Awards: 1961 British Press Award for his essay on the construction of the Berlin Wall
1993 first photojournalist to be made a Commander of the British Empire (CBE).
2 premier Awards from the World Press Photo.
2006 Cornell Capa Award by the International Centre for Photography in New York for his lifetime contribution to photography. He is the author of more than a dozen books , including his acclaimed autobiography Unreasonable Behaviour (1990)
Don McCullin is an internationally known British photojournalist, particularly recognized for his war photography and images of urban strife.

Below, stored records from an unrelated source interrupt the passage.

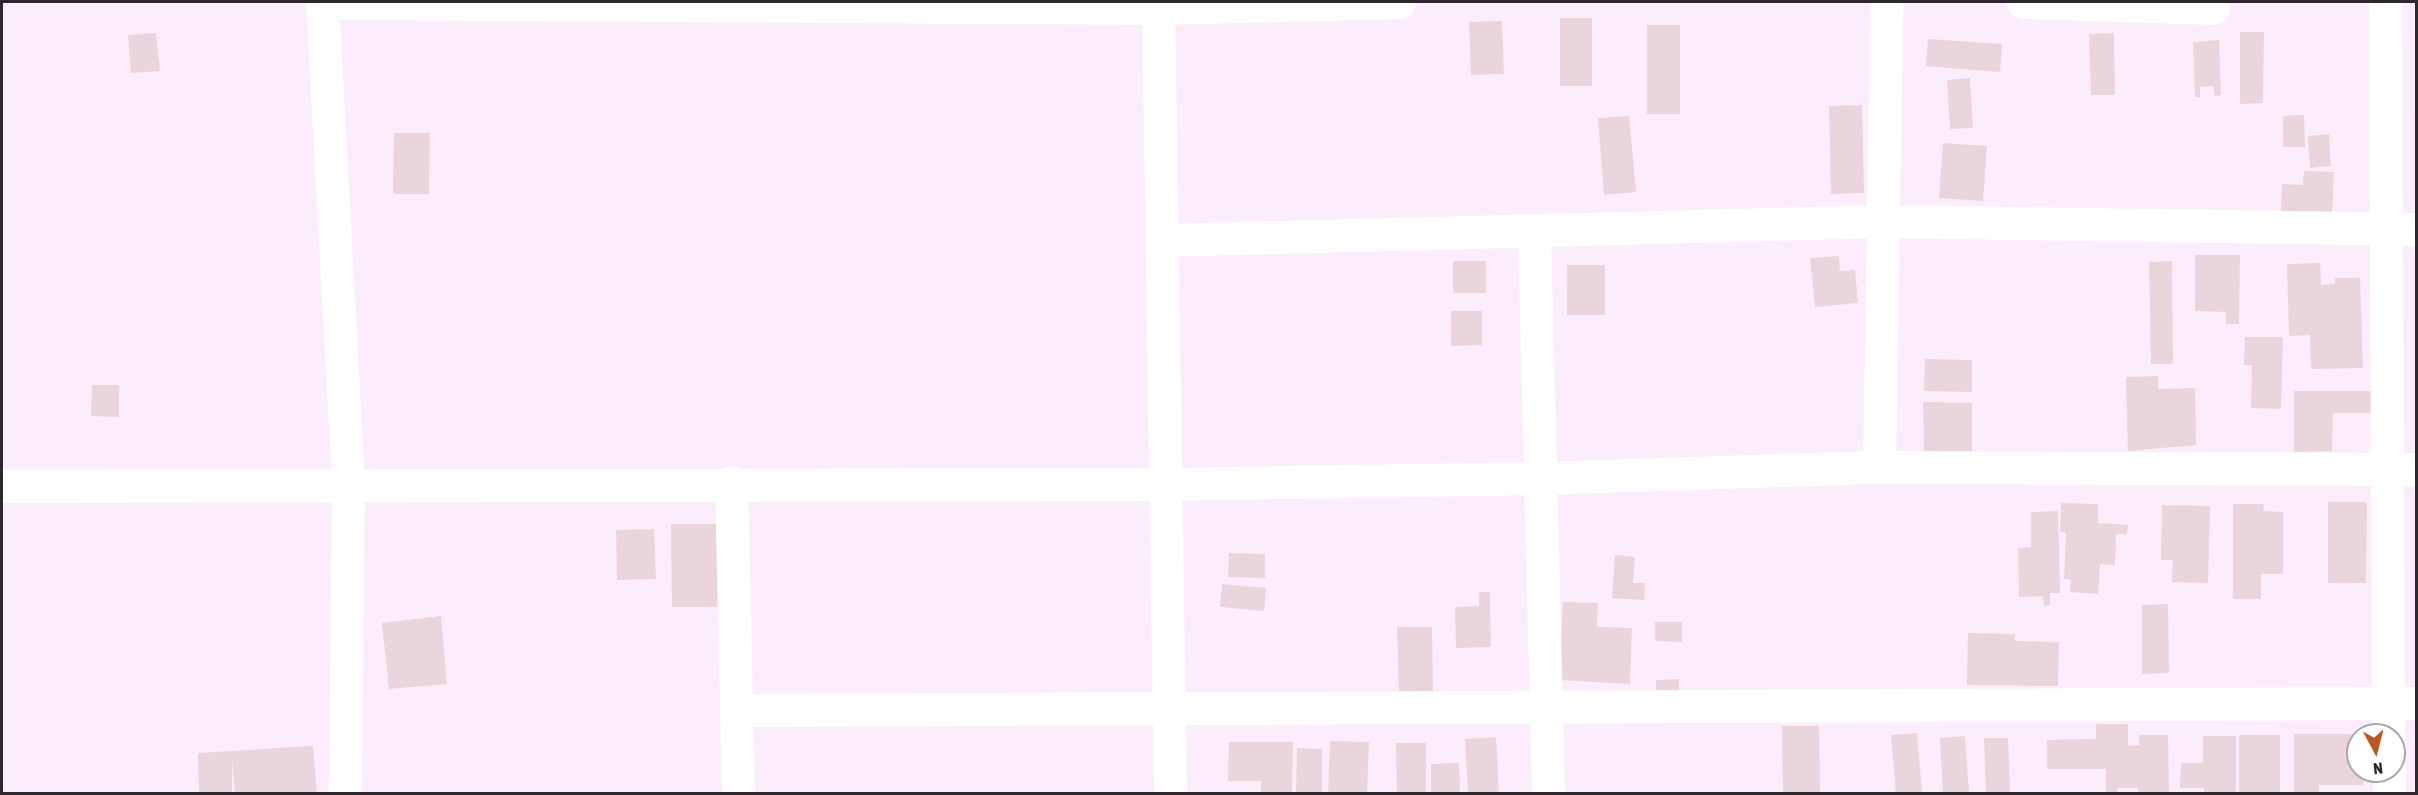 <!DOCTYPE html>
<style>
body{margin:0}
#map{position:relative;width:2418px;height:795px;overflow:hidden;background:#fcedfc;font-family:"Asap Condensed",sans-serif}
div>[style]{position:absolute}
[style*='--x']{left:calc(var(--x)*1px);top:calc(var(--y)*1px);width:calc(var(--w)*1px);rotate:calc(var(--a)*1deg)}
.building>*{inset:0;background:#ead5dc}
.minor>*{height:33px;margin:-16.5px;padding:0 16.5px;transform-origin:16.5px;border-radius:16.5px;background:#fff}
span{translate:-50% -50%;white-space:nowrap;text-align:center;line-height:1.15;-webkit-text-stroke:5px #fff;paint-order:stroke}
.frame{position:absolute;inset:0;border:3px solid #2e282e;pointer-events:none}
.north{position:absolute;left:2346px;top:723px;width:60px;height:60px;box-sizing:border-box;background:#fff;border:2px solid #aba9ab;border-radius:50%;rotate:173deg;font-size:16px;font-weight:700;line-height:24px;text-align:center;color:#2e282e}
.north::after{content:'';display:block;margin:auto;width:21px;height:27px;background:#bb5722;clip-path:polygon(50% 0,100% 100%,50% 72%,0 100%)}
</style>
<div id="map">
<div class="building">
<div style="clip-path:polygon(1560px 18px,1592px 18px,1592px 86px,1560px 86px)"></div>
<div style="clip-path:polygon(1502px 21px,1504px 74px,1471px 75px,1469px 22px)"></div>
<div style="clip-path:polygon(1647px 25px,1680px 25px,1680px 114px,1647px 114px)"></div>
<div style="clip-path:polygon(2240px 32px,2264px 32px,2263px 103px,2240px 104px)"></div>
<div style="clip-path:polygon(156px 33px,160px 71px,131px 73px,128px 35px)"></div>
<div style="clip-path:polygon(2114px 33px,2115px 95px,2091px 95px,2089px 34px)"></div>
<div style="clip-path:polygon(1928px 39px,2002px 44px,2000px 72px,1926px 66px)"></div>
<div style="clip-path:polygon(2219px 40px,2221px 95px,2215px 96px,2213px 86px,2200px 87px,2200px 97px,2195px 97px,2193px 42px)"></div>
<div style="clip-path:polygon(1970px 78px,1973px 128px,1950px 129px,1947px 80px)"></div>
<div style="clip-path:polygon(1862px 105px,1864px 193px,1831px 194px,1829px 106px)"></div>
<div style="clip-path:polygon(2304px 115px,2305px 147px,2283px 147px,2283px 116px)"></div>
<div style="clip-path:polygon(1629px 116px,1636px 192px,1604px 195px,1598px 118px)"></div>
<div style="clip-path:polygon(394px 133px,430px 133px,429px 194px,393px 194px)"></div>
<div style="clip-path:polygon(2329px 134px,2331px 166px,2310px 168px,2308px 136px)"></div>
<div style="clip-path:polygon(1943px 143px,1987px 146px,1983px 201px,1939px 198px)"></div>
<div style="clip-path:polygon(2304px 171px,2334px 172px,2332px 216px,2281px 213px,2282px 184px,2303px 185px)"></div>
<div style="clip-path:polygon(2195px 255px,2240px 255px,2239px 324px,2226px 324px,2226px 312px,2195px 311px)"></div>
<div style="clip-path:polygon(1839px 256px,1840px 271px,1855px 270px,1858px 303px,1815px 307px,1810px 258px)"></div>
<div style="clip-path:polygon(1453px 261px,1486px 261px,1486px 293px,1453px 293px)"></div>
<div style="clip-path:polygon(2172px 261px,2173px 364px,2151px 364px,2149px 262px)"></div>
<div style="clip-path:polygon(2320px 263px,2321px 285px,2335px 284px,2335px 278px,2360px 278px,2363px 368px,2311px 369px,2310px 335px,2289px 336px,2287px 264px)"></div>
<div style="clip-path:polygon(1567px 265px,1605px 265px,1605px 315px,1567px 315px)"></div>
<div style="clip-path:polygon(1451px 311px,1482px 311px,1482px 345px,1451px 346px)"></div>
<div style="clip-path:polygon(2245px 337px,2283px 337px,2281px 409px,2251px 408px,2252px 365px,2244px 365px)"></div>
<div style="clip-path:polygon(1925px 359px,1972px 360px,1972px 392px,1924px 391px)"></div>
<div style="clip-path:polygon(2158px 376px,2158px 389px,2195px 388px,2196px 445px,2128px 451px,2126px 377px)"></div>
<div style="clip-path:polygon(92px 385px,119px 385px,119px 417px,91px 416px)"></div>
<div style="clip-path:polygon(2294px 391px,2371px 391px,2371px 413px,2333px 413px,2332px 451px,2294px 452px)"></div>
<div style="clip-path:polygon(1923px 402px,1972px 403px,1972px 453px,1924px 453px)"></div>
<div style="clip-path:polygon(2328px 502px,2367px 502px,2366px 583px,2328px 583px)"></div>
<div style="clip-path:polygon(2061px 503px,2098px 504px,2098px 523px,2128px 525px,2127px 534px,2116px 534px,2115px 565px,2100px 564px,2098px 594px,2070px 592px,2071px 580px,2064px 579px,2066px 533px,2060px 532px)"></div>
<div style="clip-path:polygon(2233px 504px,2264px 504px,2263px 511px,2283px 512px,2283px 574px,2261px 574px,2261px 599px,2233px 599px)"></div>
<div style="clip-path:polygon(2162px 505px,2210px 506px,2208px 583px,2172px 582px,2173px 560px,2161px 560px)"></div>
<div style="clip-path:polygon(2058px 511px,2060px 593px,2050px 593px,2050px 605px,2044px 606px,2043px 596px,2019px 597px,2018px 548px,2031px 547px,2031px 512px)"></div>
<div style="clip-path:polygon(671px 524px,720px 524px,721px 607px,672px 607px)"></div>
<div style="clip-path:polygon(654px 529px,656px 579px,617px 580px,616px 530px)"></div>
<div style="clip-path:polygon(1229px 553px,1265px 554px,1265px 578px,1228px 577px)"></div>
<div style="clip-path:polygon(1615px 555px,1635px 557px,1633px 583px,1645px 583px,1644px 600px,1612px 598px)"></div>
<div style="clip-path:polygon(1222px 584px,1266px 588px,1264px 611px,1220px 607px)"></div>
<div style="clip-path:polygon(1479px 592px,1490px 592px,1491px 647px,1456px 648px,1455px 607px,1479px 606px)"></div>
<div style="clip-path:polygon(1563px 602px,1598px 603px,1597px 627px,1632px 628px,1630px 684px,1559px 680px)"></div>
<div style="clip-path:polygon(2168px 604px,2169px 673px,2142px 674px,2142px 605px)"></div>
<div style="clip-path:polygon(441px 616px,447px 684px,389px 689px,382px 623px)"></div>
<div style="clip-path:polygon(1655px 622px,1682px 622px,1682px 642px,1655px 641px)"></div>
<div style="clip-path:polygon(1397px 627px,1432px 627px,1433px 693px,1399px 694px)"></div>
<div style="clip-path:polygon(1968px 633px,2015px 634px,2015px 641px,2059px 642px,2058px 686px,1967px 685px)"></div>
<div style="clip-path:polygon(1679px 679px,1679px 691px,1656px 692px,1656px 680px)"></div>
<div style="clip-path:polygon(2096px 724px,2128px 724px,2128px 746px,2139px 745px,2139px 735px,2168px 735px,2169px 794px,2138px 794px,2138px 788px,2117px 788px,2117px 794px,2106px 794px,2106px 769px,2047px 769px,2047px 740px,2096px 739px)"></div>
<div style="clip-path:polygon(1782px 726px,1819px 726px,1820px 794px,1783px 794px)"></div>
<div style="clip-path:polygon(1917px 733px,1922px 794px,1896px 794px,1891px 735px)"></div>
<div style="clip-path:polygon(2294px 734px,2358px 734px,2358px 771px,2363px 771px,2363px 785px,2319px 785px,2319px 794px,2294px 794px)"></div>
<div style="clip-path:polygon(2239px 735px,2280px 735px,2280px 792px,2239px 792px)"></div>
<div style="clip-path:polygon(1965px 736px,1969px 794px,1943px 794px,1940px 738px)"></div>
<div style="clip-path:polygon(2203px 736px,2236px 736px,2236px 794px,2204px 794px,2204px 788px,2180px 788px,2181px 763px,2203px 763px)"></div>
<div style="clip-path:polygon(1496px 737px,1499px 794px,1468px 794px,1465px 739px)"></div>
<div style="clip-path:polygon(1984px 738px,2008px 738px,2010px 794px,1986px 794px)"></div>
<div style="clip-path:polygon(1330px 741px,1369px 742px,1367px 794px,1328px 794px)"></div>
<div style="clip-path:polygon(1229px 742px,1293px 742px,1292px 794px,1261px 794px,1261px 781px,1228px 781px)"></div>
<div style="clip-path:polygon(1396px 743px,1426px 743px,1426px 794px,1397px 794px)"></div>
<div style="clip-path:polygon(313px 746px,317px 794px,235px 794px,232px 759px,232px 794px,199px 794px,198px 753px)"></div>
<div style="clip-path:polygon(1297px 748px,1322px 749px,1322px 794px,1296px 794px)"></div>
<div style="clip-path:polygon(1459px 763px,1460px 794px,1431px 794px,1431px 764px)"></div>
</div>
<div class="minor">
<div style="--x:322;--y:2;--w:485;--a:86.9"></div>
<div style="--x:348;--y:486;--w:308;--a:90.6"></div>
<div style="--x:1158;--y:2;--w:792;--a:89.13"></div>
<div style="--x:2023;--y:2;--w:190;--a:1.8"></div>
<div style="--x:2385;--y:2;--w:733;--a:89.77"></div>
<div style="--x:322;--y:3;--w:837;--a:0.34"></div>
<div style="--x:1159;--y:8;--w:240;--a:-1.4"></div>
<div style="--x:1534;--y:232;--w:562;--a:88.57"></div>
<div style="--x:1162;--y:240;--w:721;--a:-1.51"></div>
<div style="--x:1883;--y:221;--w:533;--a:0.86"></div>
<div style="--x:1879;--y:467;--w:465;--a:-89.1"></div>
<div style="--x:731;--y:482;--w:312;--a:88.7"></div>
<div style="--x:2;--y:486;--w:1163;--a:-0.1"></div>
<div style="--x:1165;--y:484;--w:375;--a:-0.9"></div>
<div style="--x:1540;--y:478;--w:339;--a:-1.9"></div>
<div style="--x:1879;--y:467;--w:537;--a:0.21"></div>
<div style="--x:738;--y:710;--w:1678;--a:-0.24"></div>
<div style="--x:2389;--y:771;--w:23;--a:90"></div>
</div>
<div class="frame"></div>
<div class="north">N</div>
</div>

His career, which began in 1959, specialised in examining the underside of society, and his photographs have depicted the unemployed, downtrodden and the impoverished. After National Service with the RAF he returned to London armed with a twin reflex Rolleicord camera and began photographing friends from a local gang named The Guv’nors. Persuaded to show them to the picture editor at the Observer in 1959, aged 23, he earned his first commission and began his long and distinguished career in photography alnost by accident.
War became a mainstay of his journalism, initially for the Observer and, from 1966, for The Sunday Times. In the Congo, Biafra, Uganda, Chad, Vietnam, Cambodia, Israel, Jordan, Lebanon, Iran, Afghanistan, Northern Ireland and more. He has been shot and badly wounded in Cambodia, imprisoned in Uganda, expelled from Vietnam and had a bounty on his head in Lebanon.
In the early 1980s increasingly he focused his foreign adventures on more peaceful matters. He travelled extensively through Indonesia, India and Africa returning with powerful essays on places and people.He has spent three decades chronicling the English countryside.
Howver, the subject of war still remains his forte. In October 2015 he travelled to Kurdistan in northern Iraq to photograph the Kurds’ three-way struggle with ISIS, Syria and Turkey.